The child is severely underweight, and his mother looks like a savage nomad. In Agde she goes begging, because she’s forgotten she brought money with her. She sleeps in the shade of a fortress where beggars, dogs and whores menace each other until the moon sinks behind the archways. The next morning, she is woken by a girl who has taken the crying Avram onto her lap. Hamoutal pulls the child out of her arms and walks off, followed by the girl’s curses. To her surprise, she hears Norman being spoken nearby. She runs away, heading towards the harbour, and hides behind a few bales of hay. Rifling through her bag, she finds her last few precious coins. She gives one of the silver pieces she grabbed as she left Fustat to an old man with a primitive covered wagon who says he’ll take her to Narbonne. Throughout that bumpy, drowsy ride she mutters old prayers – she’s forgotten where she learned them. She mixes up languages, sees children she never had. She thinks she’s riding back to Fustat and laughs.
6
Her reunion with her parents-in-law is thrown into confusion by the new child in her arms; that was not the arrangement. Seeing those admirable people, she bursts into tears and struggles for words. David’s parents, too, can scarcely contain their emotion. Over the past few years, her father-in-law has grown old. His hair is white and his skin mottled with brown patches. Her mother-in-law is slower and heavier; her hair, which once gleamed jet black with olive oil, is now dull and grey. Hamoutal, she says with feeling, Sarah Hamoutal, and does not seem capable of saying more. She takes the child and calls out to one of the women in the back of the house, who recognises Hamoutal and claps her hands to her face. To her surprise, the family has a house guest: Joshuah Obadiah from Moniou, older and stiffer than ever.
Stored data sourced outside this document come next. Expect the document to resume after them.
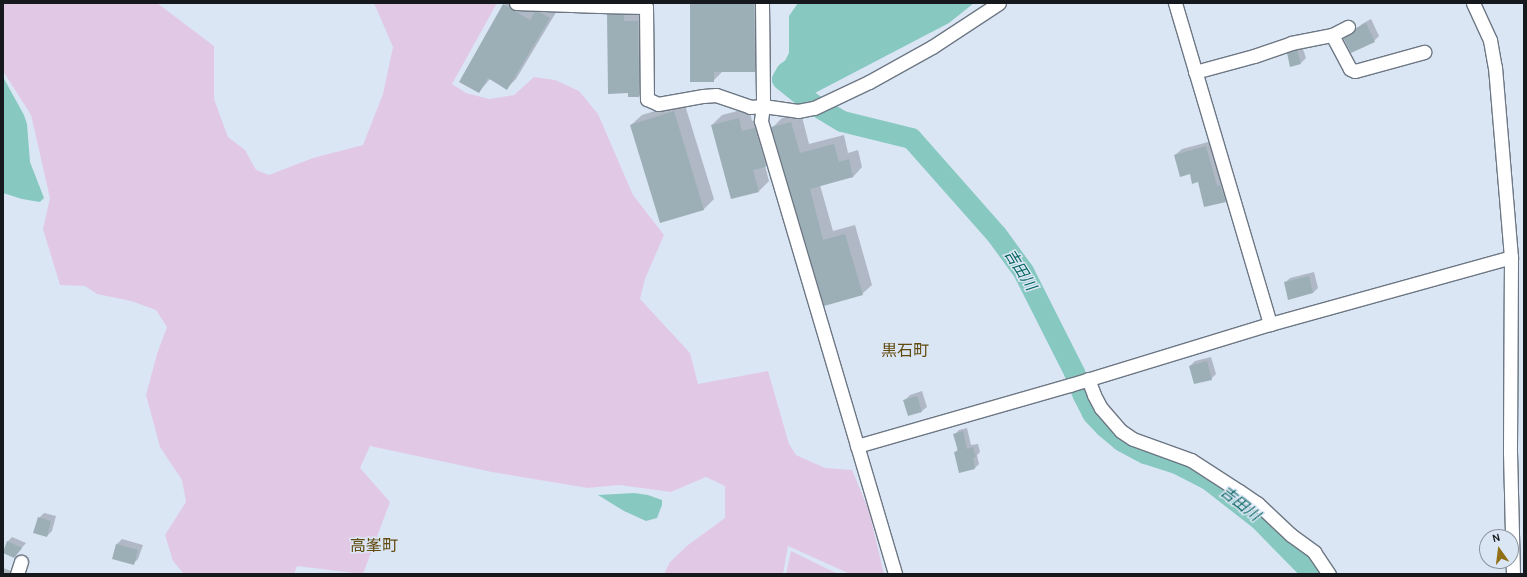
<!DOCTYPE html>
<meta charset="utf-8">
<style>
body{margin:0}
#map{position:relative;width:1527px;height:577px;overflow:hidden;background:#dbe6f5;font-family:Karla,"Noto Sans JP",sans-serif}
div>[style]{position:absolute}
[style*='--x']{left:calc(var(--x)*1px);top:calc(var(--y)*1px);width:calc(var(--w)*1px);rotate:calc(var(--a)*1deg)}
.green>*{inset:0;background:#e1c9e6}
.water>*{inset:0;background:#87c9c1}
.shadow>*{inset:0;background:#0003}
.river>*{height:21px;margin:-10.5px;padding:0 10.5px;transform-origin:10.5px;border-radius:10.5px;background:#87c9c1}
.building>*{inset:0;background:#9cafb6}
.roads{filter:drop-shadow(1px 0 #6d7784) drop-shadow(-1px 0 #6d7784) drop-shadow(0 1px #6d7784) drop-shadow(0 -1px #6d7784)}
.minor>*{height:13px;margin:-6.5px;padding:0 6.5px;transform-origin:6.5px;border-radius:6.5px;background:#fff}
span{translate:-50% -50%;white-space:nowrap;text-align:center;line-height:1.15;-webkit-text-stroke:3px #dbe6f5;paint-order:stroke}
.water-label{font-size:15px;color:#04645d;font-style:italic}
.quarter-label{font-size:16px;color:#624b0f}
.frame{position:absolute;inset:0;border:4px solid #15191e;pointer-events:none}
.north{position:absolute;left:1479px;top:529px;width:40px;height:40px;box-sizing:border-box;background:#dbe6f5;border:1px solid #8c949f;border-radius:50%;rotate:346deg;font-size:11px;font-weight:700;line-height:16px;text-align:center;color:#15191e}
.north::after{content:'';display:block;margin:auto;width:14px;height:18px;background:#906f15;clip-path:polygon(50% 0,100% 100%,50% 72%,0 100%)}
</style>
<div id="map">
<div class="green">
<i style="clip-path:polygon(3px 3px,157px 3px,214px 46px,214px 99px,228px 137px,245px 150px,256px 170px,269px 175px,313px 158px,363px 145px,383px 94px,393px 47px,374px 3px,497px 3px,452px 84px,466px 93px,489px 99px,514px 95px,534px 77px,555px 80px,579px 91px,598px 114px,633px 195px,664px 235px,645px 279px,640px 299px,690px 353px,698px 384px,768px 371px,789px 444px,796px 455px,825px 468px,852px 470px,869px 511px,884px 574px,848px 573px,788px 546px,783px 574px,664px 574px,670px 562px,688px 545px,725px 518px,725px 486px,706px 477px,671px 492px,619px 485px,588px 488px,492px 472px,370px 446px,360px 468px,390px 502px,363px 574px,297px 566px,294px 574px,184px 574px,173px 561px,165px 535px,186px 502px,182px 480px,160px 447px,146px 395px,157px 354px,167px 327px,156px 310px,131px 301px,97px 294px,85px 286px,60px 285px,43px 229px,50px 198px,31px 115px,3px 71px)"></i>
<i style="clip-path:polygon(791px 551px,838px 574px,786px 574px)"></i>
</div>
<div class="water">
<i style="clip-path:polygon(798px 3px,974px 3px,949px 23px,813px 94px,780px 71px,789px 53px,789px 16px)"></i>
<i style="clip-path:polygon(3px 77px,24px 115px,27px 124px,30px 162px,44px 198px,40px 202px,22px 199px,3px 193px)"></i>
<i style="clip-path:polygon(634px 493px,648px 495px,662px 500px,662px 505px,657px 518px,646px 521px,624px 511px,598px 495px)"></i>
</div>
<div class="shadow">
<i style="clip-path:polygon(505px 3px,525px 3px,558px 9px,516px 79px,507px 88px,490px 79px,479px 92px)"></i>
<i style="clip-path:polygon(691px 3px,764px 3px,764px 61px,754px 71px,723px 71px,713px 81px)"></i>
<i style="clip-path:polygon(615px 7px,630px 8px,631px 14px,645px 14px,646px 89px,639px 96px,629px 92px,608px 15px)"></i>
<i style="clip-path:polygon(1371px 19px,1379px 36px,1374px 41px,1345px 38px,1362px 24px)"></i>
<i style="clip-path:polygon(1302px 46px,1306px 58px,1301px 63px,1288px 53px,1293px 48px)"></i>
<i style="clip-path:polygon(684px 102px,714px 199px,704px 209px,661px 222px,631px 125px,642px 115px)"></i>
<i style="clip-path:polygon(749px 108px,752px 121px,765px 118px,776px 156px,765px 166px,769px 181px,759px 191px,712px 125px,722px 115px)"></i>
<i style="clip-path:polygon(801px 113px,809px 144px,844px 135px,848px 153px,858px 150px,862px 167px,853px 177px,820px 185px,833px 231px,855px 225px,872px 285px,862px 294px,825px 305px,772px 128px,782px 118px)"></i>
<i style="clip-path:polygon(1212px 141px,1231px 195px,1225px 201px,1198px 181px,1175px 155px,1182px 149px)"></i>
<i style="clip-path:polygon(1314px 272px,1318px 288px,1313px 293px,1285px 283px,1290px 278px)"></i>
<i style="clip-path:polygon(1211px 357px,1216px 374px,1211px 379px,1190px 366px,1195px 361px)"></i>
<i style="clip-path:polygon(922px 391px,927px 407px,922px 411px,909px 415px,905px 400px,910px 395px)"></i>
<i style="clip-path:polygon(967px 428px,971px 445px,978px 444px,980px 452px,977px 455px,979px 464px,975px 468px,955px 453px,958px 449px,955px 434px,959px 430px)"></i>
<i style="clip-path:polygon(44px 513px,56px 516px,52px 531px,47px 536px,39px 518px)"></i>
<i style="clip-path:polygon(12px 537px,26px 543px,14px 557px,3px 552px,7px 542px)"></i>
<i style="clip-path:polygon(122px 539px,143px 545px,138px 559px,133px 564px,113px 558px,117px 544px)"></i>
<i style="clip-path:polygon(3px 568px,14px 572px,15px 574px,3px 574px)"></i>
</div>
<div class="river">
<i style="--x:806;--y:57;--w:25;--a:143"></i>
<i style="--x:786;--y:72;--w:8;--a:120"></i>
<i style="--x:782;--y:79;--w:36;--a:39"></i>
<i style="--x:810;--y:102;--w:37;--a:31"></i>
<i style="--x:842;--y:121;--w:71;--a:13.8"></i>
<i style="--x:911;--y:138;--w:128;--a:48.5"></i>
<i style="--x:996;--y:234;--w:46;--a:53.9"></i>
<i style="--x:1023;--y:271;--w:113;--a:63.2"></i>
<i style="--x:1074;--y:372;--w:25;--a:69"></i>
<i style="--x:1083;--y:395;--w:20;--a:63"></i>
<i style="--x:1092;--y:413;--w:18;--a:47"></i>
<i style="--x:1104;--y:426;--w:23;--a:40"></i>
<i style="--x:1122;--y:441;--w:26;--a:28"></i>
<i style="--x:1145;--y:453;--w:35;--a:18"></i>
<i style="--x:1178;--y:464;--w:35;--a:27"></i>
<i style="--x:1209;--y:480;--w:63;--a:38"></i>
<i style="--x:1259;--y:519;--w:77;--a:45.5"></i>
</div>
<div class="building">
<i style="clip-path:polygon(690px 3px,754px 3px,755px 72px,714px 72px,714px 82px,690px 82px)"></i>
<i style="clip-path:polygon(503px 4px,530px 20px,535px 12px,539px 12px,550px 18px,507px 90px,488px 78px,479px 93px,459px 82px)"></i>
<i style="clip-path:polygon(607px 14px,624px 15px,624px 21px,638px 21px,639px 97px,628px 97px,628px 93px,608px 94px)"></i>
<i style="clip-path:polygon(1366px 23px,1375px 42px,1351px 53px,1343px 38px,1352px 34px,1356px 28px)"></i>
<i style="clip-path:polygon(1297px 50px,1301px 64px,1290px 67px,1287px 53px)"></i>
<i style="clip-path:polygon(674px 111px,704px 210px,660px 223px,630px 125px)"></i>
<i style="clip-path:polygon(739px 118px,742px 131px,755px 128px,766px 167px,753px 170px,759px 192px,731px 199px,711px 125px)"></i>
<i style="clip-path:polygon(791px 122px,800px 153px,834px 144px,839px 162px,849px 159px,853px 177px,810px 189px,823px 240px,845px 234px,863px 295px,824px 306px,771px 127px)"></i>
<i style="clip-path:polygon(1206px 146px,1217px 186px,1220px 185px,1226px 202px,1204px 207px,1198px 182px,1192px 184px,1190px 174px,1180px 177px,1174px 155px)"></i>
<i style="clip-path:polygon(1309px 276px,1313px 293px,1288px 300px,1284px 282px)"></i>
<i style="clip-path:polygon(1207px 361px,1212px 380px,1194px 384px,1189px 366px)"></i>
<i style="clip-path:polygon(917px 396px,922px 412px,908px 416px,903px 400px)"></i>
<i style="clip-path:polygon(963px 431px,967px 449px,973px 447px,976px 457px,973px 458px,975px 469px,959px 473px,954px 452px,958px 451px,953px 434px)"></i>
<i style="clip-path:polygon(38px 517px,51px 521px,47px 537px,33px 533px)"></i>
<i style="clip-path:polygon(7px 541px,22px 548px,14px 558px,3px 553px)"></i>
<i style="clip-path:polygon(116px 544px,138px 550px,134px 565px,112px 559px)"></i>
</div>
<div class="roads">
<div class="minor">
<i style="--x:516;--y:3;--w:84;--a:2"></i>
<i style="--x:600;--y:3;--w:3;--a:90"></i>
<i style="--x:600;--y:6;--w:46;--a:1.2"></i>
<i style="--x:646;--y:7;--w:92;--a:89.4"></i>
<i style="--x:647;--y:99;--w:12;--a:24"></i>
<i style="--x:658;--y:104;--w:46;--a:-10.1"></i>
<i style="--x:703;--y:96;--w:13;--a:-4"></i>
<i style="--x:716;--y:95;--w:36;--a:19"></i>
<i style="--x:750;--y:107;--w:13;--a:-4"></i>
<i style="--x:763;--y:106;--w:35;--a:8"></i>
<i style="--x:798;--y:111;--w:16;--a:-11"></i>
<i style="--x:814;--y:108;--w:61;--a:-25.3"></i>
<i style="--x:869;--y:82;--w:72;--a:-29.1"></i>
<i style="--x:932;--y:47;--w:80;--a:-33.3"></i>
<i style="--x:762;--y:3;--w:103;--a:89.4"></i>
<i style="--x:763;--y:106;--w:15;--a:98"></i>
<i style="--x:761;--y:121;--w:472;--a:73.5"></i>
<i style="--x:1175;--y:3;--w:335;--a:73.5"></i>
<i style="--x:1473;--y:3;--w:41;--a:65.3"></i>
<i style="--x:1490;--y:40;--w:27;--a:80"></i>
<i style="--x:1495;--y:67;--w:191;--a:85.2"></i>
<i style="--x:1511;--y:257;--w:195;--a:90.3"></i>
<i style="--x:1510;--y:452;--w:122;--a:88.6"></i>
<i style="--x:1332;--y:35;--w:38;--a:62"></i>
<i style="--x:1350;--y:69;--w:5;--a:22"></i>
<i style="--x:1355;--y:71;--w:72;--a:-15.4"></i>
<i style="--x:1195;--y:72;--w:61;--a:-15.2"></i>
<i style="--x:1254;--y:56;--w:39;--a:-19"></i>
<i style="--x:1291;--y:43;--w:42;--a:-11"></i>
<i style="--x:1332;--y:35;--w:18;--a:-27"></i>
<i style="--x:1088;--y:379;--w:17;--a:69"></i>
<i style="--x:1094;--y:395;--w:15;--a:62"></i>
<i style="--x:1101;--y:408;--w:30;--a:49"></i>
<i style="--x:1121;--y:431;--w:14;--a:34"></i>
<i style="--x:1133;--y:439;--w:62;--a:19.9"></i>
<i style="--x:1191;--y:460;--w:57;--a:32.9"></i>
<i style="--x:1239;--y:491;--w:22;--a:34"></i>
<i style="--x:1257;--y:503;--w:47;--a:43.3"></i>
<i style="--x:1291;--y:535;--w:29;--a:36"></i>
<i style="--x:1314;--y:552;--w:27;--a:56"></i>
<i style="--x:857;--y:446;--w:222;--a:-16"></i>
<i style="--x:1070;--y:385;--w:209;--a:-17"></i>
<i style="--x:1270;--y:324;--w:250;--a:-15.5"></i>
<i style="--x:17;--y:574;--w:13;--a:-72"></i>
</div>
</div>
<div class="water-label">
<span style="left:1020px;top:270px;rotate:58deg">吉田川</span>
<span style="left:1240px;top:504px;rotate:38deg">吉田川</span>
</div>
<div class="quarter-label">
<span style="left:905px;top:351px">黒石町</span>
<span style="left:374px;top:546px">高峯町</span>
</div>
<div class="frame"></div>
<div class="north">N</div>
</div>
She flings her arms around him. The conversation turns to stories of the pogrom. Little cries of lament escape the rabbi as they revisit the massacre in the mountain village. Narbonne, too, has had attempts at pogroms, so far no more than scuffles.
Later that day, ten men say Kaddish in the synagogue. The so
unds are unfamiliar – part Aramaic, which means almost nothing to her. In any case, her mind wanders.
That night, Hamoutal stays with the women of the household, who tend to her needs and soothe her. She is in almost constant tears. A painful joy, a misery full of warmth. Tragic and happy memories. An uprooted feeling, a momentary sense of coming home, the sorrow of David’s death welling up again, and the fear of what’s ahead. Shmuel becomes David, David becomes Yaakov, Avram becomes Gudbrandr, Gudbrandr becomes David, and where is Justa, maybe with her mother in Rouen. Was Justa bitten by a crocodile? Oh, that poor child, stolen by a whore in Agde as she slept, a whore with the jaws of a snake. One vast confusing whirlpool. The world is abandoning me. I can’t do anything about it, I’m scared. My brother is a crusader, may God help him fight the Saracens in Fustat. She bites her cuticles till her fingers bleed. She feels like she’s possessed by the Devil, she says with a grin to the women, who cover their mouths and tell her not to say such things.